In any of these cases, there is a common solution: the correct attitude. If you realize that you cannot meet the next mortgage payments on time, it is best to be brave and take initiative.
Talk to the lender
The first action is to talk to your lender and explain the situation. Your lender will treat each situation differently, and it is very dependent on how you lost your ability to pay and how you have been paying your mortgages for the past terms.
Notice of Default
An option is to file for a Notice of Default to give some breathing room. Depending on the state and or the borrower, this can last anywhere from 60 to 110 days before you are kicked out of your home.
Use this time wisely to get back into the saddle and continue paying your mortgage. Although it might be embarrassing, admitting and giving in to a Notice of Default might just save you your home.
Lenders will have several options lined up; from ways you get to keep your home to the dreaded loss. It is important to understand each option to select which is best for you and your family.
A repayment plan allows you to pay your missed mortgages over an extended period on top of your already existing mortgage. Think of it as another loan on top of what you already have. It may or may not have interest.
Increase total loan balance
Your lender can also increase your total loan balance and re-amortize the new amount if you have enough equity and are in good books with your lender.
Note of modification
If your mortgage has an adjustable rate, the lender might freeze or change to a lower rate but increase the amortization period, which is known as a note modification.
Sell your home
Other options that you might dread include selling your home quickly to a third party or to the lender in order to cover expenses, but that would leave you renting or out in the streets as a worst case scenario.

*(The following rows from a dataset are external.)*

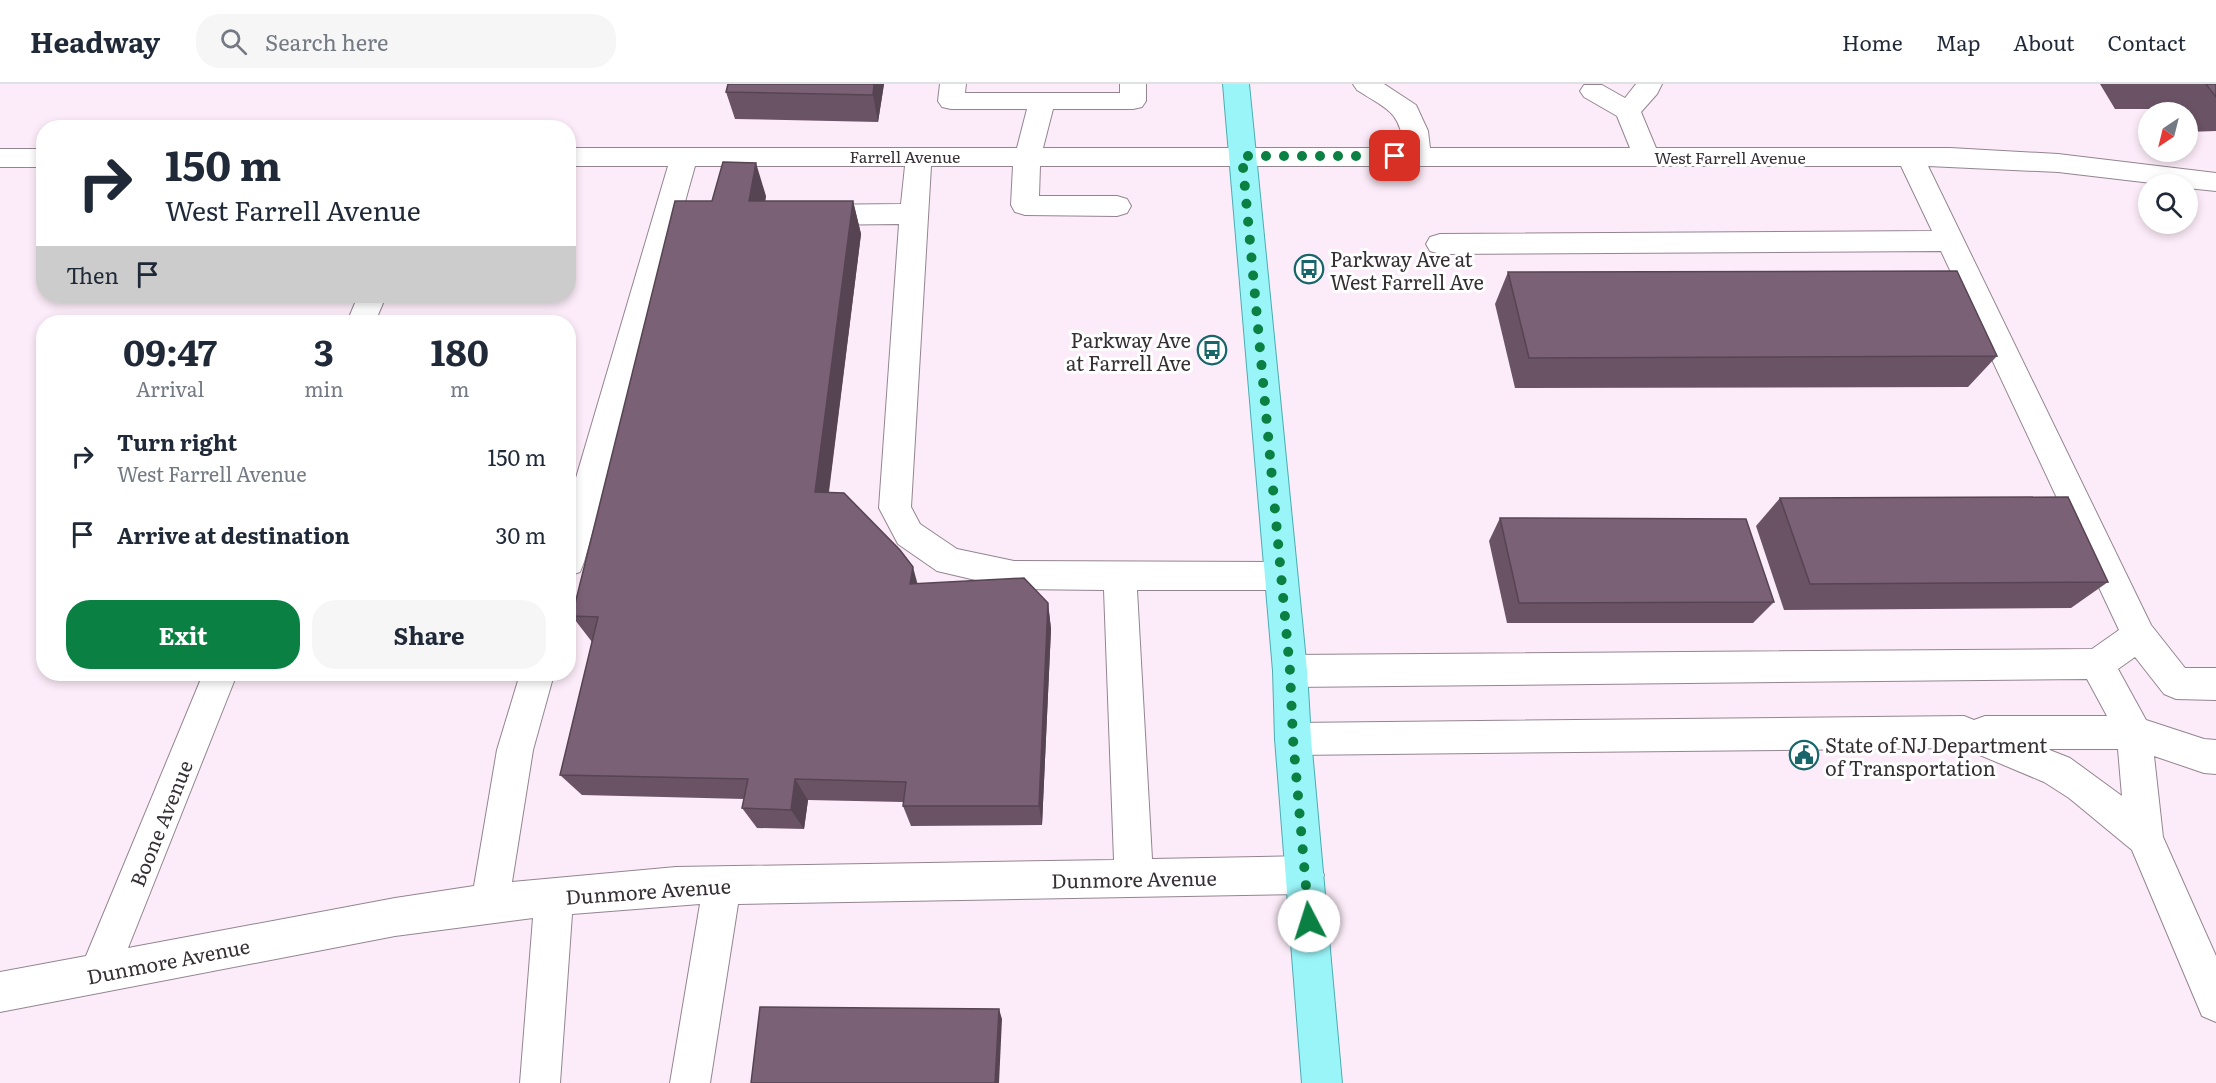 <!DOCTYPE html>
<style>
:root{--surface:#fff;--page:#f6f6f7;--text:#1f2937;--muted:#747a83;--line:#e0e1e3;--accent:#0b8043}
body{margin:0;font-family:Literata,serif;background:var(--page);color:var(--text);height:100vh;display:flex;flex-direction:column;font-size:22px;white-space:nowrap}
*{box-sizing:border-box;margin:0}
p{font-size:20px;color:var(--muted)}
.icon{flex:none;width:33px;height:33px;fill:none;stroke:currentColor;stroke-width:2;stroke-linecap:round;stroke-linejoin:round}
.map{position:relative;flex:1;overflow:hidden}
.panel{position:absolute;left:36px;top:231px;width:540px;height:366px;display:flex;flex-direction:column;background:var(--surface);border-radius:24px;box-shadow:0 3px 9px #0003}
.panel>*{flex:none}
.top-card{position:absolute;left:36px;top:36px;width:540px;height:183px;border-radius:24px;box-shadow:0 3px 9px #0003;background:#fff;color:var(--text);overflow:hidden}
.needle{width:39px;rotate:215deg}
.fabs{position:absolute;left:2138px;top:18px;display:grid;gap:12px}
.fabs a{display:grid;place-items:center;width:60px;height:60px;border-radius:50%;background:var(--surface);box-shadow:0 3px 9px #0003;font-size:30px}
.pin{position:absolute;display:grid;place-items:center;width:51px;height:51px;color:#fff;margin:-26px;border-radius:12px;box-shadow:0 3px 9px #0006}
.me{position:absolute;width:66px;margin:-33px;rotate:355deg;stroke-linejoin:round;filter:drop-shadow(0 0 4px #0008)}
.turn{display:flex;align-items:center;gap:21px;height:126px;padding:0 30px;font-size:27px}
.turn .icon{width:78px;height:78px;stroke-width:2.5}
.turn b{display:block;font-size:42px;line-height:51px}
.then{display:flex;align-items:center;height:57px;padding:0 30px;background:#0003;gap:12px;font-size:22px}
.eta{display:flex;justify-content:space-evenly;align-items:center;height:102px;text-align:center}
.eta b{font-size:36px;font-weight:700;line-height:42px}
.primary-button{display:flex;gap:12px;margin-top:auto;padding:12px 30px}
.primary-button a{flex:1;height:69px;border-radius:24px;background:var(--accent);color:#fff;font-size:24px;font-weight:700;line-height:69px;text-align:center}
.primary-button a+a{background:var(--page);color:var(--text)}
ul{padding:0;list-style:none}
li{display:flex;align-items:center;gap:18px;height:78px;padding:0 30px}
li div{flex:1}
li b{display:block;font-size:22px}
li em{font-style:normal}
header{display:flex;align-items:center;gap:36px;box-sizing:border-box;height:84px;padding:0 30px;background:var(--surface);border-bottom:2px solid var(--line)}
header strong{font-size:28px}
nav{display:flex;gap:33px;margin-inline-start:auto;font-size:21px}
.search{width:420px;height:54px;background:var(--page);display:flex;align-items:center;gap:15px;box-sizing:border-box;padding:0 21px;border-radius:24px;color:var(--muted);font-size:22px}
.map>svg:first-child{display:block}
</style>
<header>
<strong>Headway</strong>
<div class="search"><svg class="icon" aria-label="search" viewBox="0 0 24 24"><circle cx="10" cy="10" r="6"/><path d="M15 15l6 6"/></svg>Search here</div>
<nav><a>Home</a><a>Map</a><a>About</a><a>Contact</a></nav>
</header>
<div class="map">
<svg width="2216" height="999" viewBox="0 0 2216 999">
<rect width="100%" height="100%" fill="#fcecf9"/>
<g fill="none" stroke-linecap="round" stroke-linejoin="round">
<g stroke="#938590" stroke-width="2">
<g id="minor">
<path d="M940,0H966L965,9H1120V0H1146V17L1142,23L1133,25H1053L1043,64H1404C1400,26 1386,25 1357,6L1353,0H1384L1416,21L1428,47L1430,64H1630L1617,32L1584,13L1580,7L1584,1H1602L1625,14L1636,0H1662L1657,10L1641,28L1656,64H1950L2058,70L2216,89V107L2187,104V100H2160L2058,88L1928,82L2151,541L2185,584H2216V616L2176,615L2164,610L2135,573L2118,585L2146,636L2204,655L2216,656V690L2204,689L2154,672L2163,753L2216,872V938L2202,932L2132,766L2069,714L2044,698L1963,664L1293,671L1280,667L1275,655L1280,643L1293,639L1964,632L1974,636L1985,632H2107L2087,595L1290,603L1278,598L1273,587L1278,576L1290,571L2092,565L2119,546L1941,167L1440,170L1430,167L1426,160L1430,153L1440,150L1932,147L1901,82H1040L1039,112H1117L1127,115L1131,122L1127,129L1117,132L1025,131L1015,128L1011,121L1013,82H931L911,423L920,440L957,465L1014,477L1281,478L1293,482L1297,492L1293,502L1281,506H1137L1152,775L1305,772L1318,778L1324,791L1318,804L1305,810L738,820L710,999H670L700,820L572,830L560,999H520L533,834L395,852L0,928V888L86,872L203,590H237L128,864L395,814L474,802L497,666L520,590H554L533,666L512,798L676,783L1114,776L1104,506L1014,505L937,487L898,460L879,424L899,140L810,141L800,138L796,131L800,124L810,121L901,120L905,82H695L584,478L580,488L568,492V421L668,82H568V64H1017L1027,25H951L942,23L938,17ZM2047,665H2118L2122,712L2070,674Z"/>
<rect x="0" y="65" width="44" height="18"/>
<polygon points="358,212 386,212 375,238 347,238"/>
</g>
</g>
<g stroke="#4bacb1" stroke-width="2">
<polygon id="major" points="1223,0 1249,0 1307,587 1311,655 1342,999 1302,999 1275,655 1273,587"/>
</g>
<use href="#minor" fill="#fff" fill-rule="evenodd"/>
<use href="#major" fill="#9af5f8" fill-rule="evenodd"/>
</g>
<g fill="#6a5365">
<polygon points="728,0 884,0 878,38 735,35 726,8"/>
<polygon points="2100,0 2216,0 2216,47 2187,48 2187,28 2170,28 2168,25 2115,25"/>
<polygon points="766,112 765,117 853,117 861,150 829,408 917,500 1048,519 1051,545 1042,741 911,742 903,722 903,718 808,716 804,745 757,744 742,724 744,715 582,711 560,691 592,558 572,532 712,117"/>
<polygon points="1508,188 1997,272 1968,303 1515,304 1495,220"/>
<polygon points="1780,414 2108,498 2071,524 1784,526 1756,442"/>
<polygon points="1500,434 1774,518 1753,539 1507,539 1489,457"/>
</g>
<g fill="#564453">
<polygon points="874,0 884,0 878,38 873,11"/>
<polygon points="756,79 766,112 760,150 749,117"/>
<polygon points="853,117 861,150 825,436 815,408"/>
<polygon points="913,483 920,509 910,500"/>
<polygon points="1048,519 1051,545 1042,741 1039,722"/>
<polygon points="795,695 808,716 804,745 791,726"/>
<polygon points="999,925 1002,935 999,999 995,999"/>
</g>
<g fill="#7b6176" stroke="#564453" stroke-width="1.5">
<polygon points="728,0 874,0 873,11 726,8"/>
<polygon points="2206,0 2216,0 2216,13"/>
<polygon points="723,78 756,79 749,117 853,117 815,408 844,409 900,466 913,483 910,500 1024,494 1048,519 1039,722 903,722 906,698 795,695 791,726 742,724 748,695 560,691 598,533 572,532 675,117 712,117"/>
<polygon points="1957,187 1997,272 1529,274 1508,188"/>
<polygon points="2068,413 2108,498 1810,500 1780,414"/>
<polygon points="1500,434 1746,435 1774,518 1519,519"/>
<polygon points="760,923 999,925 995,999 751,999"/>
</g>
<g fill="none" stroke-linecap="round" stroke-linejoin="round">
<polyline stroke="#0b8043" stroke-width="10" stroke-dasharray="0 18" points="1309,837 1293,655 1290,587 1242,72 1395,72"/>
</g>
<defs>
<g id="bus-ring" transform="scale(1.5)"><circle r="9.5" fill="#fff" stroke="#186669" stroke-width="1.5"/><path d="M-5-6H5V4H4V6H2V4H-2V6H-4V4H-5ZM-3.5-4V0h7V-4ZM-3.5 1.2v1.5H-2V1.2ZM2 1.2v1.5H3.5V1.2Z" fill="#186669"/></g>
<g id="civic-ring" transform="scale(1.5)"><circle r="9.5" fill="#fff" stroke="#186669" stroke-width="1.5"/><path d="M-.6-6.5H3V-4.5H.6V-3L4-1V1h2V6H-6V1h2V-1L-.6-3ZM-1.2 2.5V6h2.4V2.5Z" fill="#186669"/></g>
</defs>
<g fill-rule="evenodd">
<use href="#bus-ring" x="1309" y="185"/>
<use href="#bus-ring" x="1212" y="266"/>
<use href="#civic-ring" x="1804" y="671"/>
</g>
<g text-anchor="middle" dominant-baseline="central" stroke-width="6" stroke-linejoin="round" paint-order="stroke">
<g font-size="16" fill="#363035" stroke="#fff">
<text x="905" y="72">Farrell Avenue</text>
<text x="1730" y="73">West Farrell Avenue</text>
</g>
<g font-size="20" fill="#363035" stroke="#fff" text-anchor="start">
<text x="1330" y="174">Parkway Ave at<tspan x="1330" dy="23">West Farrell Ave</tspan></text>
<text x="1191" y="255" text-anchor="end">Parkway Ave<tspan x="1191" dy="23">at Farrell Ave</tspan></text>
<text x="1825" y="660">State of NJ Department<tspan x="1825" dy="23">of Transportation</tspan></text>
</g>
<g font-size="20" fill="#363035" stroke="#fff">
<text transform="translate(160 739) rotate(-68)">Boone Avenue</text>
<text transform="translate(1134 794) rotate(-1)">Dunmore Avenue</text>
<text transform="translate(648 806) rotate(-4)">Dunmore Avenue</text>
<text transform="translate(168 876) rotate(-11)">Dunmore Avenue</text>
</g>
</g>
</svg>
<div class="fabs">
<a><svg class="needle" viewBox="-14 -14 28 28"><path d="M0-13l5 13h-10z" fill="#e53935"/><path d="M0 13l5-13h-10z" fill="#747a83"/></svg></a>
<a><svg class="icon" aria-label="search" viewBox="0 0 24 24"><circle cx="10" cy="10" r="6"/><path d="M15 15l6 6"/></svg></a>
</div>
<div class="pin" style="left:1395px;top:72px;background:#d93025"><svg class="icon" aria-label="arrive" viewBox="0 0 24 24"><path d="M6 21V4h12l-3 4 3 4H6"/></svg></div>
<svg class="me" style="left:1309px;top:837px" viewBox="-20 -20 40 40"><circle r="19" fill="#fff"/><path d="M0-13L10 11 0 6-10 11z" fill="#0b8043"/></svg>
<div class="top-card">
<div class="turn"><svg class="icon" aria-label="right" viewBox="0 0 24 24"><path d="M7 20v-9h11M14 6l5 5-5 5"/></svg><div><b>150 m</b>West Farrell Avenue</div></div>
<div class="then">Then<svg class="icon" aria-label="arrive" viewBox="0 0 24 24"><path d="M6 21V4h12l-3 4 3 4H6"/></svg></div>
</div>
<section class="panel">
<div class="eta">
<div><b>09:47</b><p>Arrival</p></div>
<div><b>3</b><p>min</p></div>
<div><b>180</b><p>m</p></div>
</div>
<ul>
<li><svg class="icon" aria-label="right" viewBox="0 0 24 24"><path d="M7 20v-9h11M14 6l5 5-5 5"/></svg><div><b>Turn right</b><p>West Farrell Avenue</p></div><em>150 m</em></li>
<li><svg class="icon" aria-label="arrive" viewBox="0 0 24 24"><path d="M6 21V4h12l-3 4 3 4H6"/></svg><div><b>Arrive at destination</b></div><em>30 m</em></li>
</ul>
<div class="primary-button"><a>Exit</a><a>Share</a></div>
</section>
</div>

All in all, the best solution to stop foreclosure is to steer clear away from it by ensuring your main sources of income and if necessary, acquiring appropriate insurance in the eventuality of something bad happens.
If foreclosure is already on the horizon, don’t procrastinate and act on it immediately. Discuss with your lender or other lenders as to what you can do about it.
Be honest in all your transactions and hope for the best.